At that point, the guy knew he was caught, but you could still see him trying to come up with a way out. Then I heard the weariest voice I had ever encountered up to then in my still relatively young life as the woman in the car said, “Just pay the goddamn bill. I’m ready to go home.” We all looked over at the car, then back to each other, and the guy reached into his jacket pocket to pull out his wallet. Mr. Ross, however, stopped him as he began to open it. “Your check comes to $304.77.” (Yes, I still remember it. That comes to just over $508 in today’s money.) Then he went on, “You will pay your bill in full, right now, and you will tip jshubbub 20%. That is non-negotiable.” Check walker gets a look on his face and says, “I’ve only got hundreds.” Mr. Ross let out an actual laugh, turned to me, and said, “jshubbub, it looks like you’re getting more than 20% on this check.” The walker clearly did not like this turn of events, but he was screwed. He pulled out four $100 bills and handed them over to Mr. Ross. He thought Mr. Ross was done with him. So did I. We were wrong. Mr. Ross stopped the man before he could get back into his car and said, “We’re not finished.”
Mr. Ross then pulled a damn loupe out of his pocket, along with a pen light. He handed the light to Vernon and told him exactly how to hold it. Then he set about closely examining the bills very seriously. After carefully checking each of them, he tucked the loupe in his pocket, took the pin light from Vernon, put it in his shirt pocket quite deliberately, and turned his attention back to our check walker. He gave him the beat he had been using to torment the poor bastard since the whole thing began and then said, “All right. We’re done, but you are not welcome here again. I don’t want your business. I don’t want your family’s business. I don’t want your friends’ business. If you return, I will have you arrested for trespassing.
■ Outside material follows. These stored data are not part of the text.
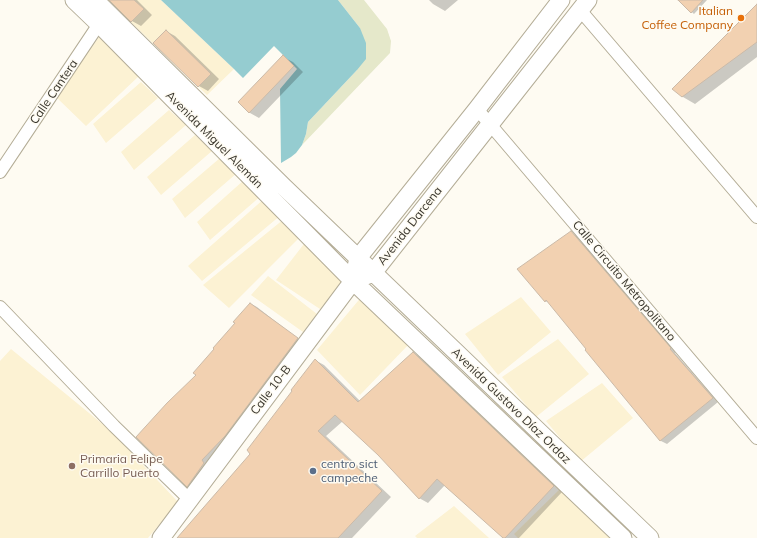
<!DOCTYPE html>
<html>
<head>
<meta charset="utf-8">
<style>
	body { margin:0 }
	canvas { display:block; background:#fefbf2 }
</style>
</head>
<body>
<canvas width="757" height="538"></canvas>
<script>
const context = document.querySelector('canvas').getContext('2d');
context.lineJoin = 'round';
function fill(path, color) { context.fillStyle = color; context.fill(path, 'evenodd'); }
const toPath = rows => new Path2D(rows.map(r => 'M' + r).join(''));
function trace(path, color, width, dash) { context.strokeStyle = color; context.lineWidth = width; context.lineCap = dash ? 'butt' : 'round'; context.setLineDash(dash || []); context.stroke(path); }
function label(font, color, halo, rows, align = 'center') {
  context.font = font + ' Mulish,sans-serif'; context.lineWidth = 3; context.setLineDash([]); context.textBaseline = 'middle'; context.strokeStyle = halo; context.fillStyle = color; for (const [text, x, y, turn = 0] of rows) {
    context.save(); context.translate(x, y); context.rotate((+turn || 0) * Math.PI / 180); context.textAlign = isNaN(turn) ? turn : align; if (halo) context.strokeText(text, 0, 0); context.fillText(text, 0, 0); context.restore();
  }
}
fill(toPath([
	[108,0,161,0,234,69,207,95],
	[102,33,139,76,86,126,56,97],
	[141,82,158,98,106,143,93,124],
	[169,110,186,125,134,170,121,152],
	[195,135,212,151,161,195,147,177],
	[220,158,237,173,185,218,172,199],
	[244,180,262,195,210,240,197,222],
	[265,198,281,215,202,281,188,266],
	[284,219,300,237,229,308,203,285],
	[307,240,345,280,320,309,276,280],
	[268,276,317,314,303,332,251,295],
	[363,295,411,342,360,395,317,350],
	[521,297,551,332,498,375,465,334],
	[558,339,589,374,536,417,502,377],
	[11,349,111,431,178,502,148,538,0,538,0,361],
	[602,383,633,418,580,462,546,421],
	[562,487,616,538,518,538,514,534],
	[454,506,489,538,417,538,415,536]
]), '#fcf2d3');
fill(toPath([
	[338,0,364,0,387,29,391,41,390,53,302,145,306,134,308,122,357,70,360,28]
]), '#e5e8ca');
fill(toPath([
	[161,0,338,0,360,28,366,43,366,59,357,70,308,122,306,134,302,145,296,153,291,157,281,163,280,89,297,69,274,46,243,78,234,69]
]), '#95ccd0');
fill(toPath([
	[110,0,137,0,152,15,141,26,132,21],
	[429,0,458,0,445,11,433,4],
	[679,0,707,0,694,14],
	[757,6,757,57,695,104,683,97,674,89],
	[166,31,175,36,219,79,208,91,199,86,155,43],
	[283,57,293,62,303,72,259,118,250,113,239,102],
	[571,232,577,236,676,352,675,353,718,402,667,444,661,441,587,350,588,350,550,303,545,301],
	[251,304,257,307,303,343,193,489,188,486,198,375],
	[413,353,422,358,562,492,519,538,505,538,445,485,428,503,419,498,379,454,343,421,326,436,391,497,352,538,178,538,251,454,315,360,324,365,361,402]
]), '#0003');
const building = toPath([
	[109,0,134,0,144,9,131,22,109,0],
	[678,0,703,0,691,13,678,0],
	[757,4,757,42,682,97,672,89,757,4],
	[166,30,211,74,198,87,153,43,166,30],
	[283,55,294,66,249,113,238,102,283,55],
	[571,231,671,348,670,349,713,398,660,441,585,350,586,349,546,300,545,302,517,269,571,231],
	[250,303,298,338,225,436,202,460,204,463,187,487,136,437,167,403,196,375,193,373,214,349,213,348,235,323,233,322,250,303],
	[413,352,554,486,505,538,503,538,437,479,419,499,378,455,335,415,318,431,382,491,338,538,177,538,250,454,247,450,292,391,291,390,315,359,358,402,413,352]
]);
fill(building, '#f2d1b1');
trace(building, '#cbbaa8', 1);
const street = toPath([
	[580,10,757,217],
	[477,109,757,438],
	[0,172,99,24,104,20],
	[0,307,114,426,190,500]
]);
const secondary = toPath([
	[74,0,99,24,353,281,623,538],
	[95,0,284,187,650,538],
	[363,277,373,273,588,0],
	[161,538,353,281,358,258,477,109,561,0]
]);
trace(street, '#b4ad97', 14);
trace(secondary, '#b4ad97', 19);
trace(street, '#fff', 12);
trace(secondary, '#fff', 17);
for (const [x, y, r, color] of [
	[741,18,4,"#e8710a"],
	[72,466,4,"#8d6e63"],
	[313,471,4,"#5c6f8a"]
]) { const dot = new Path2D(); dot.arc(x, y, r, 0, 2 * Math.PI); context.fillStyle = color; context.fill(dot); trace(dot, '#fefbf2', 1.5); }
label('12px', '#c56008', '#fefbf2', [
	["Italian",733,11],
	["Coffee Company",733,25]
], 'right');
label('12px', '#38352c', '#fefbf2', [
	["Calle Cantera",54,92,-56],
	["Avenida Miguel Alemán",214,140,45],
	["Avenida Darcena",410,226,-52],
	["Calle Circuito Metropolitano",624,281,50],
	["Calle 10-B",271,390,-53],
	["Avenida Gustavo Díaz Ordaz",511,406,44]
]);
label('12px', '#785e54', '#fefbf2', [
	["Primaria Felipe",80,459],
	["Carrillo Puerto",80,473]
], 'left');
label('12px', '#4e5e75', '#fefbf2', [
	["centro sict",321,464],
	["campeche",321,478]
], 'left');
</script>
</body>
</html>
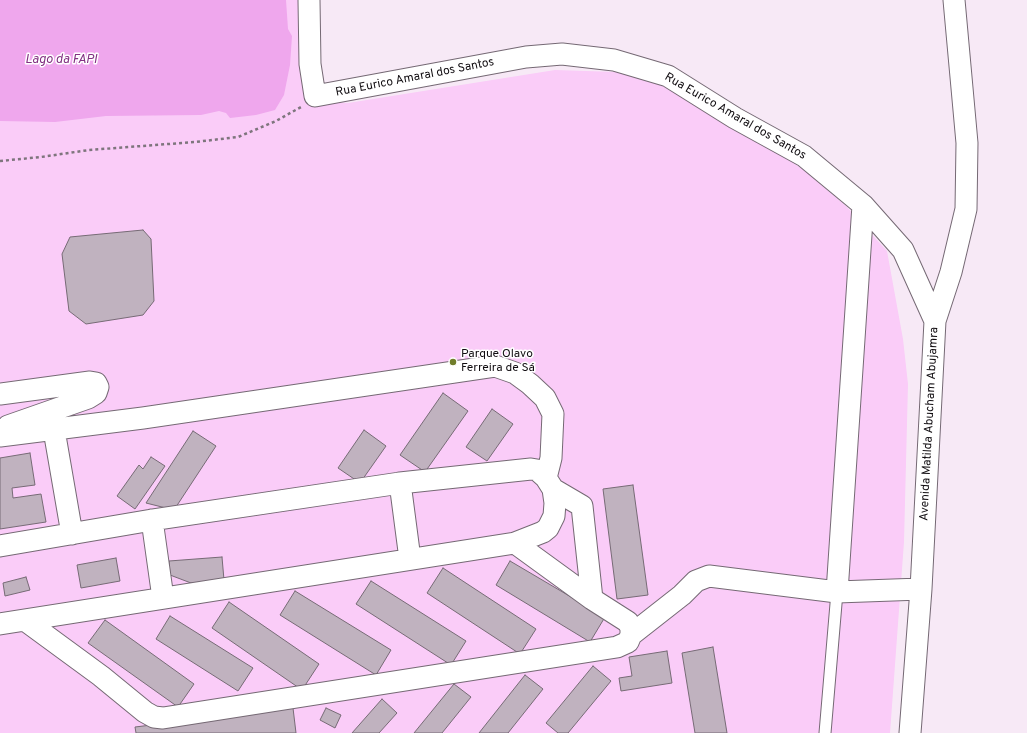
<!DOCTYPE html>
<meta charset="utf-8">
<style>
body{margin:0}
canvas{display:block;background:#f7e9f6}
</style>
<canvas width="1027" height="733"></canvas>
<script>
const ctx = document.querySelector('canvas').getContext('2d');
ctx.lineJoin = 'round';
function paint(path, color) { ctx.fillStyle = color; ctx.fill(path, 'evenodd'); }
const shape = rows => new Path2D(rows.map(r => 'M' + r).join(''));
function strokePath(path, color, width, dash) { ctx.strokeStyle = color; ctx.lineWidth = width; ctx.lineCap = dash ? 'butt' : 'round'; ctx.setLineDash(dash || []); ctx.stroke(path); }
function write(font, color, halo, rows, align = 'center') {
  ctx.font = font + ' Overpass,sans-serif'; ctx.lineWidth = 3; ctx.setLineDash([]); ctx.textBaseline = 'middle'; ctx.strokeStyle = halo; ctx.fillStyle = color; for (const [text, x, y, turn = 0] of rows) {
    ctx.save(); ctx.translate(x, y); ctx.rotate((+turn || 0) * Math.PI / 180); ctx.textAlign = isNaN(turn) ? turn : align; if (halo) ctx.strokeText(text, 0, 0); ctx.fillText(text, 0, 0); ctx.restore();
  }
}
paint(shape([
 [0,0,308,0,311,100,348,103,555,70,617,72,646,78,669,87,758,138,805,171,846,206,887,251,903,339,908,384,904,542,890,733,0,733]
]), '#faccf8');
paint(shape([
 [0,0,286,0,288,29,292,36,290,65,284,95,275,110,256,115,230,118,226,113,219,111,201,115,106,116,55,122,0,121]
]), '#efa7ed');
const building = shape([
 [143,230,151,239,154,301,143,315,86,324,69,311,62,254,70,237,143,230],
 [443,393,468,411,425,472,400,455,443,393],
 [492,409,513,424,487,461,466,447,492,409],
 [364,430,386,446,360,483,338,468,364,430],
 [193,431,216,446,174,510,146,503,193,431],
 [30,453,35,485,12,488,13,498,41,494,46,522,0,529,0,458,30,453],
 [151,457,165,466,135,509,117,496,139,465,143,469,151,457],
 [633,485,648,595,617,599,603,489,633,485],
 [222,557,224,580,191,583,170,575,169,561,222,557],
 [116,558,120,581,81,588,77,565,116,558],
 [510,561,605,617,590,642,496,585,510,561],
 [443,568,536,629,520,654,427,593,443,568],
 [26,577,30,590,5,596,3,583,26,577],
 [371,581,466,641,451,665,356,604,371,581],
 [295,591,391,650,376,675,280,615,295,591],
 [229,602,319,664,302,690,212,628,229,602],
 [170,616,253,668,238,691,156,639,170,616],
 [105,620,194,684,178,707,88,643,105,620],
 [713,647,727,733,695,733,682,653,713,647],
 [667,651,672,683,621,691,619,678,632,676,629,657,667,651],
 [593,666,611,681,568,733,558,733,546,723,593,666],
 [525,675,543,689,508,733,479,733,525,675],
 [454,684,471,697,442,733,414,733,454,684],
 [382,699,397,713,379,733,352,733,382,699],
 [293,708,296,733,136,733,135,727,293,708],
 [326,708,341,715,335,728,320,720,326,708]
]);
paint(building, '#c0b2bf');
strokePath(building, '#776b76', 1);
const service = shape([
 [825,733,837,592]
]);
const minor = shape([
 [309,0,310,64,315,96,526,57,562,54,614,60,668,76,735,118,804,156,863,205,903,250,935,321],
 [0,394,90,382,96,383,98,387,96,393,88,398,8,426],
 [54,430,72,534],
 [0,436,143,418,495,366,515,373,530,384,545,398,553,414,551,458,546,478],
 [400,483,410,559],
 [553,489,582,506,592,599],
 [152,520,163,598],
 [0,546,152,520,400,483,531,469,537,470,546,478,553,489,555,503,554,516,548,528,543,532,515,543,0,624],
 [837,592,863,205],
 [26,621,101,676,145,712,154,717,163,718,617,647,628,642,631,635,631,628,628,622,592,599,515,543],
 [631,635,682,595,696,581,709,576,837,592,921,589],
 [910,733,921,589,935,321,951,272,966,209,967,143,954,0]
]);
strokePath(service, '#756974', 13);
strokePath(minor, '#756974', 23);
strokePath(shape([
 [0,161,41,157,89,150,195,142,238,137,276,121,301,107]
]), '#7e757d', 2.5, [3, 3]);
strokePath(service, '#fff', 11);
strokePath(minor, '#fff', 21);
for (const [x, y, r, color] of [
 [453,362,4,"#717e2b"]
]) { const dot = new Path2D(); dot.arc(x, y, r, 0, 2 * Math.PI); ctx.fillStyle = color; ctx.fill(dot); strokePath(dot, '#fff', 1.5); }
write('12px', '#110d11', '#fff', [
 ["Rua Eurico Amaral dos Santos",415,78,-11],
 ["Rua Eurico Amaral dos Santos",735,117,30],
 ["Avenida Matilda Abucham Abujamra",930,424,-87]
]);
write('12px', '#110d11', '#fff', [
 ["Parque Olavo",461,355],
 ["Ferreira de Sá",461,369]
], 'left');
write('italic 13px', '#823082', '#fff', [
 ["Lago da FAPI",61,60]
]);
</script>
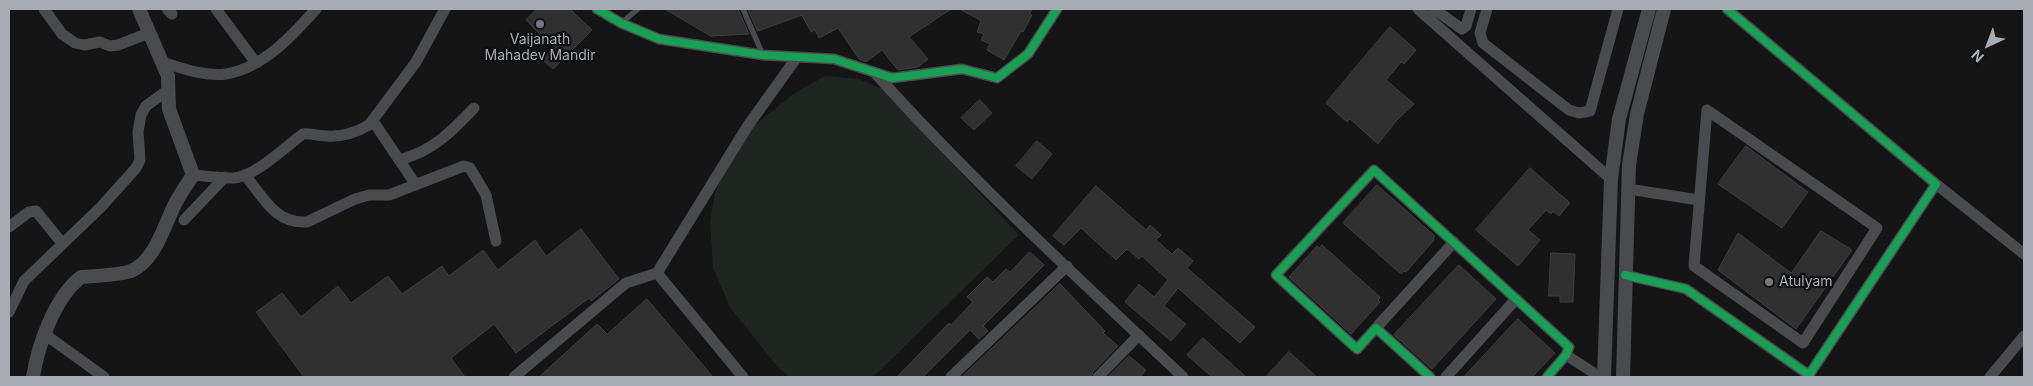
<!DOCTYPE html>
<style>
body{margin:0}
#map{position:relative;width:2033px;height:386px;overflow:hidden;background:#151516;font-family:Inter,sans-serif}
canvas{display:block}
.frame{position:absolute;inset:0;border:10px solid #a8adb5;pointer-events:none}
.north{position:absolute;left:1963px;top:20px;width:50px;height:50px;-webkit-text-stroke:4px #101011;paint-order:stroke;rotate:223deg;font-size:14px;font-weight:700;line-height:20px;text-align:center;color:#a8adb5}
.north::after{content:'';display:block;margin:auto;width:18px;height:22px;background:#a8adb5;clip-path:polygon(50% 0,100% 100%,50% 72%,0 100%)}
</style>
<div id="map">
<canvas width="2033" height="386"></canvas>
<div class="frame"></div>
<div class="north">N</div>
</div>
<script>
const g = document.querySelector('canvas').getContext('2d');
g.lineJoin = 'round';
function paint(path, color) { g.fillStyle = color; g.fill(path, 'evenodd'); }
function strokePath(path, color, width, dash) { g.strokeStyle = color; g.lineWidth = width; g.lineCap = dash ? 'butt' : 'round'; g.setLineDash(dash || []); g.stroke(path); }
function write(font, color, halo, rows, align = 'center') {
  g.font = font + ' Inter,sans-serif'; g.lineWidth = 4.5; g.setLineDash([]); g.textBaseline = 'middle'; g.strokeStyle = halo; g.fillStyle = color; for (const [text, x, y, turn = 0] of rows) {
    g.save(); g.translate(x, y); g.rotate((+turn || 0) * Math.PI / 180); g.textAlign = isNaN(turn) ? turn : align; if (halo) g.strokeText(text, 0, 0); g.fillText(text, 0, 0); g.restore();
  }
}
paint(new Path2D(`
 M825 76 859 79 882 89 1019 235 873 377H789L775 364 730 307 713 268 710 221 715 194 733 143 793 94Z`), '#1f2520');
const building = new Path2D(`
 M537 9H570L592 30 553 69 543 60 554 48 526 20Z
 M665 9H738L749 34 711 36Z
 M748 9H951L909 37 928 59 918 67 898 70 882 50 866 62 859 59 838 28 819 38 815 30 811 32 802 15 758 31Z
 M960 9H1032L1030 14 1032 15 1023 32 1021 31 1004 60 987 50 990 44 981 40 984 34 977 32 981 21Z
 M1390 27 1416 50 1404 64 1401 62 1386 80 1414 104 1396 121 1378 144 1350 119 1347 122 1326 103Z
 M980 100 992 113 974 130 961 118Z
 M1037 141 1052 154 1032 179 1016 166Z
 M1746 146 1808 192 1782 228 1718 184Z
 M1530 168 1570 203 1559 216 1553 211 1551 214 1546 210 1528 230 1540 240 1518 266 1476 230Z
 M1377 185 1435 236 1433 238 1434 240 1406 272 1404 271 1401 274 1343 223Z
 M1096 186 1146 230 1150 225 1161 235 1156 240 1172 254 1178 248 1193 261 1187 268 1255 327 1240 343 1178 288 1164 306 1186 324 1171 341 1125 302 1139 284 1154 297 1168 280 1142 256 1139 259 1127 249 1116 260 1081 228 1064 245 1053 236Z
 M581 229 619 279 591 301 589 298 516 353 494 324 451 358 465 377H304L256 312 282 293 301 317 338 286 351 303 388 276 402 294 442 266 449 276 483 250 498 270 535 240 546 256Z
 M1821 231 1852 250 1796 329 1718 270 1738 233 1791 273Z
 M1322 245 1380 297 1378 300 1380 302 1351 334 1289 277 1317 246 1319 248Z
 M1030 252 1044 265 983 326 988 331 979 339 970 330 923 377H897L949 323 951 325 973 302 967 297 987 277 993 282 1006 269 1010 272Z
 M1551 253 1575 254 1573 302H1560V296H1549Z
 M1459 265 1496 299 1432 369 1394 335Z
 M1060 284 1105 331 1103 333 1118 346 1093 372 1091 377H962Z
 M647 299 713 377H539L597 324 607 334Z
 M1518 319 1555 353 1532 377H1464Z
 M1203 338 1246 377H1212L1187 355Z
 M1289 352 1317 377H1266Z
 M1129 356 1146 370 1140 377H1108Z`);
paint(building, '#303031');
strokePath(building, '#3e3f42', 1);
strokePath(new Path2D(`
 M743 9 763 55
 M621 23 638 9`), '#4a4b4e', 5.5);
strokePath(new Path2D(`
 M44 9 62 34 75 43 84 45 100 42 110 46 118 45 149 33
 M167 9 172 14
 M216 9 256 63
 M597 9 621 23 659 39 763 55 834 59 892 78 962 69 997 78 1028 54 1057 9
 M1418 9 1611 179
 M1434 9 1462 29 1466 26 1471 9
 M1487 9 1480 33 1483 43 1569 110 1579 113 1590 111 1618 9
 M161 62C181 68 205 77 226 74 263 68 293 35 316 9
 M875 73C971 180 1078 278 1183 377
 M1707 110 1877 228 1803 343 1694 266Z
 M373 121 416 185
 M399 160C433 151 451 132 474 108
 M193 175C206 176 220 178 233 178 255 177 285 147 303 134 311 133 318 136 327 136 341 137 357 132 369 125L416 62 445 9
 M245 175C263 197 275 224 307 222L355 199 369 195H389L464 166 470 168 486 195 496 241
 M1936 184 2024 254
 M1628 189 1699 200
 M184 220 225 177
 M9 227 29 212 36 211 62 243
 M657 273 747 127 797 57
 M1625 275 1686 289 1809 375 1936 184 1727 9
 M9 312 24 281 101 207 136 168 140 160 138 132 141 115 146 106 168 90
 M1376 328 1454 242
 M46 335 104 377
 M1566 355 1600 377
 M514 377 626 283 657 273 743 377
 M951 377 1067 266
 M1098 377 1139 335
 M1430 377 1376 328 1357 349 1276 275 1374 170 1569 347 1566 355 1547 377
 M1446 377 1516 299
 M1990 377 2024 336`), '#4a4b4e', 11);
strokePath(new Path2D(`
 M33 377C38 346 54 298 81 277 93 276 120 275 131 271 155 261 164 226 175 204 180 194 187 184 193 175L169 109 168 76 139 9
 M1604 377 1611 179 1619 119 1649 9
 M1623 377 1629 165 1637 114 1664 9`), '#4a4b4e', 14);
strokePath(new Path2D(`
 M597 9 621 23 659 39 763 55 834 59 892 78 962 69 997 78 1028 54 1057 9
 M1625 275 1686 289 1809 375 1936 184 1727 9
 M1430 377 1376 328 1357 349 1276 275 1374 170 1569 347 1566 355 1547 377`), '#1a9f57', 8);
for (const [x, y, r, color] of [
 [540,24,5,"#75787d"],
 [1769,282,5,"#75787d"]
]) { const dot = new Path2D(); dot.arc(x, y, r, 0, 2 * Math.PI); g.fillStyle = color; g.fill(dot); strokePath(dot, '#101011', 2); }
write('14px', '#a8adb5', '#101011', [
 ["Vaijanath",540,40],
 ["Mahadev Mandir",540,56],
 ["Atulyam",1779,282,"left"]
]);
</script>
I have a photographic memory, and I will remember you.” (He really did. It was uncanny.) Mr. Ross didn’t get a response so he asked, “Do you understand?” The guy said he did. Mr. Ross then leaned down to speak to the woman in the car and asked her if she understood. She said she did. Mr. Ross told them to leave immediately, and we watched them go.
Mr. Ross told me later that his father had been a banker who insisted that his son learn the business. Apparently, by the time he was 10 his father would have him at the bank every day during school breaks, and he would require Mr. Ross to confirm the authenticity of bills until he got better at it than his father’s employees. (Banking was different back in the day.) He also admitted that he didn’t need to check the bills as long as he did. He knew immediately that they were authentic, but he had no problem fucking with people who tried to steal from him.